Exercise details: Find all lines below containing the string "McCarran" and return them.

Material shown:

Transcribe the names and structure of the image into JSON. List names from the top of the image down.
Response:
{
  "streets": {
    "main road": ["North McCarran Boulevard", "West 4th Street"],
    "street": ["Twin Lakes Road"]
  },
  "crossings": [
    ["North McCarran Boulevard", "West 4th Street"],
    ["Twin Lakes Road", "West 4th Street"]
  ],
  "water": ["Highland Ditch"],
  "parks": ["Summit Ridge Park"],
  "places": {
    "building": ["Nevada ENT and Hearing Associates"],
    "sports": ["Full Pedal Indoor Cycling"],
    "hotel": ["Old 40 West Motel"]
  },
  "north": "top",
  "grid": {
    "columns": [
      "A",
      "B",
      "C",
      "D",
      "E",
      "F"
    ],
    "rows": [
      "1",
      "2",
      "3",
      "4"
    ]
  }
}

Reply to the task:
    "main road": ["North McCarran Boulevard", "West 4th Street"],
    ["North McCarran Boulevard", "West 4th Street"],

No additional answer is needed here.